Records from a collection
■ ■ ■

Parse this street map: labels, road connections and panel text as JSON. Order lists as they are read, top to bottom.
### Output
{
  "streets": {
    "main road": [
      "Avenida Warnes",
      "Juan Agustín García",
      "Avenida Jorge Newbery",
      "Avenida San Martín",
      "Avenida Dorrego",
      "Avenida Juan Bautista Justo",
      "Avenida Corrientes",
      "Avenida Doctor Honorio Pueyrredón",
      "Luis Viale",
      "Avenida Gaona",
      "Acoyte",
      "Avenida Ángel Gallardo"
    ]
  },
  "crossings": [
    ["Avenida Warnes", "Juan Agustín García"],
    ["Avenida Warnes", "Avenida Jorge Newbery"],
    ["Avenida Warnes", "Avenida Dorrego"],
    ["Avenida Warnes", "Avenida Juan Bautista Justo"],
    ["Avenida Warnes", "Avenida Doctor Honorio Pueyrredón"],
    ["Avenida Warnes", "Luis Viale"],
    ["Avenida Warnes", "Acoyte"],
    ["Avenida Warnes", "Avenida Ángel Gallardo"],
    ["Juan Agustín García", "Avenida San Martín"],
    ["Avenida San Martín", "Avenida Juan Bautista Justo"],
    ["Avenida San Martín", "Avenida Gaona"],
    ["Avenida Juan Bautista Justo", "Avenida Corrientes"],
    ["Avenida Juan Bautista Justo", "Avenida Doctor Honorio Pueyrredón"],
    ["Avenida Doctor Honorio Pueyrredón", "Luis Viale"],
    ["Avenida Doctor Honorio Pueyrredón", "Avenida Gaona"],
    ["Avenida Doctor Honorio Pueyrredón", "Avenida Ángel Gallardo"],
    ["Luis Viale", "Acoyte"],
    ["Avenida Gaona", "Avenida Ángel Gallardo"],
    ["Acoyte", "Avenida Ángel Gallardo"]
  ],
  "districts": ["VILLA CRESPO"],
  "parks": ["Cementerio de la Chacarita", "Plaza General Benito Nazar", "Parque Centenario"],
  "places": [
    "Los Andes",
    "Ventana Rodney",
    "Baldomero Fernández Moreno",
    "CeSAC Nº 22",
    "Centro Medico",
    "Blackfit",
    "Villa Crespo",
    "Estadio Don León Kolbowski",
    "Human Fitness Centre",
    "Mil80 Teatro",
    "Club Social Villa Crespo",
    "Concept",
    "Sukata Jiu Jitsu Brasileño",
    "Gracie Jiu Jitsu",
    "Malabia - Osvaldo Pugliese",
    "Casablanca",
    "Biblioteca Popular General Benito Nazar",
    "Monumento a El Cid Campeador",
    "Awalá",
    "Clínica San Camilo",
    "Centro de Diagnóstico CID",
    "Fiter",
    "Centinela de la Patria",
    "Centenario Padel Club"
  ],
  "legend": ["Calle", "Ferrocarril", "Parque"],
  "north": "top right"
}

■ ■ ■

Work out how many lines in the records above hold the string "Gallardo", then give only that count.

5